-- DATASET EXCERPTS follows --
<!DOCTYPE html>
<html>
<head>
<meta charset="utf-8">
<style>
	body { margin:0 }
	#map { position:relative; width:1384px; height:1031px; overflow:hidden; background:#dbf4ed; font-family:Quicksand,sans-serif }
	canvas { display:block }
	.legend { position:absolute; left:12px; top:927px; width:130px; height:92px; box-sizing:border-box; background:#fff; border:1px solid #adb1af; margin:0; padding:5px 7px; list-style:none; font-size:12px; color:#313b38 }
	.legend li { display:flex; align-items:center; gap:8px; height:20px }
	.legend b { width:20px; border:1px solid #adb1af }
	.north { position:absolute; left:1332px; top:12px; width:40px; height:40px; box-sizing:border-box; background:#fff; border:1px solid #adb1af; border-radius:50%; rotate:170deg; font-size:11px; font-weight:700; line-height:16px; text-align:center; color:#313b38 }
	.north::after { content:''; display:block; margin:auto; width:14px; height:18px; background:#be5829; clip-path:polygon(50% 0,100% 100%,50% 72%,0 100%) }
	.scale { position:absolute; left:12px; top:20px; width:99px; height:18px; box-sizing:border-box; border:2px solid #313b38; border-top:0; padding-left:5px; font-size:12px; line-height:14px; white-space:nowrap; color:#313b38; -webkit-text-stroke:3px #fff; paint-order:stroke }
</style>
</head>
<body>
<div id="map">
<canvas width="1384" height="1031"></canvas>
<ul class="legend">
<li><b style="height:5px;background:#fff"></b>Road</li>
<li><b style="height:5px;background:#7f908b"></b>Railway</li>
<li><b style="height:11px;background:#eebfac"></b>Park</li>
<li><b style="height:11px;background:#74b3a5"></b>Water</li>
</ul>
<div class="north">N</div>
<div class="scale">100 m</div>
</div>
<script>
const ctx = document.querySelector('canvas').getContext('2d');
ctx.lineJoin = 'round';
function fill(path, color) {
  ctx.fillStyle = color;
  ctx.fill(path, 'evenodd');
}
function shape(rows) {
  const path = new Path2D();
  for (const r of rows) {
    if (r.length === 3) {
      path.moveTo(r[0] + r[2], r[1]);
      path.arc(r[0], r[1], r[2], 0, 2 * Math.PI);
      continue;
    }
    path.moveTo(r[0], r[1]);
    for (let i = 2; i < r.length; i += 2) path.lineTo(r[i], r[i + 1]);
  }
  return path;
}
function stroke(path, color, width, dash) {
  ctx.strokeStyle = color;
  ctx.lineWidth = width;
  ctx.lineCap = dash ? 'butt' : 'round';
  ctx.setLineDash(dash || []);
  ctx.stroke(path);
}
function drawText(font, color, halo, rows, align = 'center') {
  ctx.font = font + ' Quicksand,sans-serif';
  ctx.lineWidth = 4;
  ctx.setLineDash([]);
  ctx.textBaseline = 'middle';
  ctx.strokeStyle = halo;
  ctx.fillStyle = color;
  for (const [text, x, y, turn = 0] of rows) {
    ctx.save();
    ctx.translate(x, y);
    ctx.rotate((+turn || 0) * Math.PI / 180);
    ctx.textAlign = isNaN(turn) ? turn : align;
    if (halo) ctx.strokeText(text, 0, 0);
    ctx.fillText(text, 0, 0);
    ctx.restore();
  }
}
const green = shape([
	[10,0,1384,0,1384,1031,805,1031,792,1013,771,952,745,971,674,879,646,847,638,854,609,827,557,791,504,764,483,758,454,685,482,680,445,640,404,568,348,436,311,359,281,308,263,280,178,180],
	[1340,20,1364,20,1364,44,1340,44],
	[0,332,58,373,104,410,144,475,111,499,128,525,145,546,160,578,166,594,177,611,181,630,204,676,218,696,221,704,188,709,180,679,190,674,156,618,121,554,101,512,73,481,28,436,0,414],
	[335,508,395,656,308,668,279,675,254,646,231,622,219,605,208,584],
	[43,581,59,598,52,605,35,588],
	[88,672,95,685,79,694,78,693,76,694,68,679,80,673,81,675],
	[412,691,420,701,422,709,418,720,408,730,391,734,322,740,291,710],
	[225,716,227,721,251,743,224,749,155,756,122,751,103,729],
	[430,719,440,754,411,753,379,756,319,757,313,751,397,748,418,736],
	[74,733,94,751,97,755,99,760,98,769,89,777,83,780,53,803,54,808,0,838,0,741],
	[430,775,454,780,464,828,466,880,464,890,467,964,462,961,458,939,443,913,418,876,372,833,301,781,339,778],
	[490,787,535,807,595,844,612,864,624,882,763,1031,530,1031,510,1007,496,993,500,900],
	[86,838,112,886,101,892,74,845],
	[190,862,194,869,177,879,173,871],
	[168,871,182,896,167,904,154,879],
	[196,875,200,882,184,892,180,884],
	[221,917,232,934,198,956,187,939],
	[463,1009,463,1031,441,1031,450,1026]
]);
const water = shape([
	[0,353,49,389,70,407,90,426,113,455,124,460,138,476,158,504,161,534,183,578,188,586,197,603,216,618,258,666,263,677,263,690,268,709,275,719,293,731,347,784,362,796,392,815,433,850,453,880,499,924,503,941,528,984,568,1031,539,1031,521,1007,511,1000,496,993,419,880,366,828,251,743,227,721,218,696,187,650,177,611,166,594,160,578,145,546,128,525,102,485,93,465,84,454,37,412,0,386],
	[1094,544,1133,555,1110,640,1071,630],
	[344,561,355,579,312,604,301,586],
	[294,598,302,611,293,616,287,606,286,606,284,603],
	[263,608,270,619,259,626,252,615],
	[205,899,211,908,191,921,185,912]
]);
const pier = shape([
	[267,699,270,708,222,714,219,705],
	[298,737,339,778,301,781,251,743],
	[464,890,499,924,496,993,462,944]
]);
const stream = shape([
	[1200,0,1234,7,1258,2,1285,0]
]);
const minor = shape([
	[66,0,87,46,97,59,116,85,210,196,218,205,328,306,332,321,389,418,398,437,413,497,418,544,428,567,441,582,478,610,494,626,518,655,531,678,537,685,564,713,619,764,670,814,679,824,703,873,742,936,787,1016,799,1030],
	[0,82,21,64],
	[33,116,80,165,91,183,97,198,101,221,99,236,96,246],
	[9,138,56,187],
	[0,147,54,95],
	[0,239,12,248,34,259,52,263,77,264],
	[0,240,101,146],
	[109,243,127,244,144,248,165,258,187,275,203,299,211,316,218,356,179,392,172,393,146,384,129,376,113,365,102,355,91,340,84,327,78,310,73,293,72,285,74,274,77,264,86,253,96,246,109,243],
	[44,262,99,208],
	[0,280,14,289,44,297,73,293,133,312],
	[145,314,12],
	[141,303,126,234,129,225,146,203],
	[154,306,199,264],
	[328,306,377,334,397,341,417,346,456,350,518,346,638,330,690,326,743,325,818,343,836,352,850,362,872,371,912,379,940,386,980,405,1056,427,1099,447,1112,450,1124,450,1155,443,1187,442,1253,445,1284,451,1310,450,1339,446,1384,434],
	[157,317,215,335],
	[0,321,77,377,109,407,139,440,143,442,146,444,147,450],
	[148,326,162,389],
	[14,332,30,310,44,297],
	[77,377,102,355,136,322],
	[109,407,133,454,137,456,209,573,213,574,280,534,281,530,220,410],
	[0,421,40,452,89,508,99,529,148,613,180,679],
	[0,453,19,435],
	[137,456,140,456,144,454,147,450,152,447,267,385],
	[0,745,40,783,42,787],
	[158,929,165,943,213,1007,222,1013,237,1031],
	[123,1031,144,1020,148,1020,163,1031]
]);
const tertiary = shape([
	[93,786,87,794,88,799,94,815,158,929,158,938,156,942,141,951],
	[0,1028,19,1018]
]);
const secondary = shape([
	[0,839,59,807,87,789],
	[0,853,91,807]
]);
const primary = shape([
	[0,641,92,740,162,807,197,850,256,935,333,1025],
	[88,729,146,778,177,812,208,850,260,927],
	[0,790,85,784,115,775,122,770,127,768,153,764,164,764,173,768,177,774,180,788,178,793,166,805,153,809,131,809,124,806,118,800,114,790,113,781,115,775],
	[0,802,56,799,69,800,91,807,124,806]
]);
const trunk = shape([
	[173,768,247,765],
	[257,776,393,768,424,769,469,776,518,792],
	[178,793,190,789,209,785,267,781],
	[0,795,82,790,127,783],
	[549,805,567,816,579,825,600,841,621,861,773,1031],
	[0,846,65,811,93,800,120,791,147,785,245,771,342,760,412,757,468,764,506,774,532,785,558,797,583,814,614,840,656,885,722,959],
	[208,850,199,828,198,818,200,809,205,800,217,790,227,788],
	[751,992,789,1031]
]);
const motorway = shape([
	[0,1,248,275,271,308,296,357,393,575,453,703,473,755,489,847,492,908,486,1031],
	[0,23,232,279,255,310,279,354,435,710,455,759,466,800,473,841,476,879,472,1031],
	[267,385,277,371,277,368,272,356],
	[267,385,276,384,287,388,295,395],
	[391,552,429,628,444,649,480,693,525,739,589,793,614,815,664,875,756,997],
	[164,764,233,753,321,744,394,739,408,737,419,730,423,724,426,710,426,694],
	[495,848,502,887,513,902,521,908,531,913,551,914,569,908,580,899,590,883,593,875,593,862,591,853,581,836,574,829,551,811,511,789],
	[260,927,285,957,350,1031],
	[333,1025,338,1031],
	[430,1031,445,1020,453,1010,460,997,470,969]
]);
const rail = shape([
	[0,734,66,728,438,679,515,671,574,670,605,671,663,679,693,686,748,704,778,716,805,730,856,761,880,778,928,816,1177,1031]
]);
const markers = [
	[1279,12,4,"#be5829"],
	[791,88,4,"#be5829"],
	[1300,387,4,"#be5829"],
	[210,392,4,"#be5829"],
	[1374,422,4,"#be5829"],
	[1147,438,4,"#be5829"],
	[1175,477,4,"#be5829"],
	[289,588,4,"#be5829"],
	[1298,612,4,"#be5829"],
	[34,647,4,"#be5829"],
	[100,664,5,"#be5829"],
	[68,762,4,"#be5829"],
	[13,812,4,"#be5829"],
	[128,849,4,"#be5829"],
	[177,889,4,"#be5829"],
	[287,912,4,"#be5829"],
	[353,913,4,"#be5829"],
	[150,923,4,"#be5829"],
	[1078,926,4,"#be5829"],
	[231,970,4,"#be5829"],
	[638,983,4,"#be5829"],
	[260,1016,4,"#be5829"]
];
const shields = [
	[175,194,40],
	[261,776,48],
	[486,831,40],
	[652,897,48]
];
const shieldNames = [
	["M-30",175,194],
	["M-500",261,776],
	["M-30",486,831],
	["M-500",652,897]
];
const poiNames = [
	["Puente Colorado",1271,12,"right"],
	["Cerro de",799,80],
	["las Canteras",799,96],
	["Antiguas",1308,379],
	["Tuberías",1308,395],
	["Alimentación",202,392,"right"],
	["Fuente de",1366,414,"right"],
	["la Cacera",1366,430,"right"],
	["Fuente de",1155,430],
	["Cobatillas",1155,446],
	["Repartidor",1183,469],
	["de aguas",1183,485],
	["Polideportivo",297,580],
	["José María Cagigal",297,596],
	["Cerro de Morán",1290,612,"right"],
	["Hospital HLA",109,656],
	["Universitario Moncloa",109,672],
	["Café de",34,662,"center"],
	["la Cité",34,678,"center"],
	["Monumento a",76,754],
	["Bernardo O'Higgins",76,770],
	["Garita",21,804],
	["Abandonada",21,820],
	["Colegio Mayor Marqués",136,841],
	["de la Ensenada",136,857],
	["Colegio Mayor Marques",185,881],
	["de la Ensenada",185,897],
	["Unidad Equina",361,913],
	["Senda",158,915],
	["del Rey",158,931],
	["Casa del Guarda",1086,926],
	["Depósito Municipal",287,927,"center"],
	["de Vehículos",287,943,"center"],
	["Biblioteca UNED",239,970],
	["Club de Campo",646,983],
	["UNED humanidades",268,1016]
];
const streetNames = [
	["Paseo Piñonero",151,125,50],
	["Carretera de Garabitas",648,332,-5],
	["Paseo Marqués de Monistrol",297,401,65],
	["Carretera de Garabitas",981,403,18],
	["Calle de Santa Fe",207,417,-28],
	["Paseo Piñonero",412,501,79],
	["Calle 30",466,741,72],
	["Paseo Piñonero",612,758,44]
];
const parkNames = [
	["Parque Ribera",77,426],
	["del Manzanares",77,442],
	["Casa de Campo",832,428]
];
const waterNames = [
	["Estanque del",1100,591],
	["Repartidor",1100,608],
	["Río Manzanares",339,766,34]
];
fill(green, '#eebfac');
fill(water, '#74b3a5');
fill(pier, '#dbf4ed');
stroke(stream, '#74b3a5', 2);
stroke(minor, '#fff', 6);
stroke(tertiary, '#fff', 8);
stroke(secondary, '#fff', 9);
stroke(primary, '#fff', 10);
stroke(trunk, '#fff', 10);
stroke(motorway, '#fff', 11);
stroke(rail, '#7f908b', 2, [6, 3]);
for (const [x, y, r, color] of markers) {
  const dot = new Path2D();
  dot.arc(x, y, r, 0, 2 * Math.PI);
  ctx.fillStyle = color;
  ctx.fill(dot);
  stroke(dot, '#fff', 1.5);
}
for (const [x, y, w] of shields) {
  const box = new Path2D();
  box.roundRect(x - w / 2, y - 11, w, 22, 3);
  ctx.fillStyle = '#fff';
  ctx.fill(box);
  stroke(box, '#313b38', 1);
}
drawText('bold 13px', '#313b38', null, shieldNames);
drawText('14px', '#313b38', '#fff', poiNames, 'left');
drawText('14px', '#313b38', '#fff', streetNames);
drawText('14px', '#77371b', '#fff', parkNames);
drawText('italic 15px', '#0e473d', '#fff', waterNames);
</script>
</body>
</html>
-- DATASET EXCERPTS concluded --
### ABOUT THIS EXERCISE
For the word "setLineDash", count the lines of the records that contain it and give only the number.

### REPLY TO THE EXERCISE
2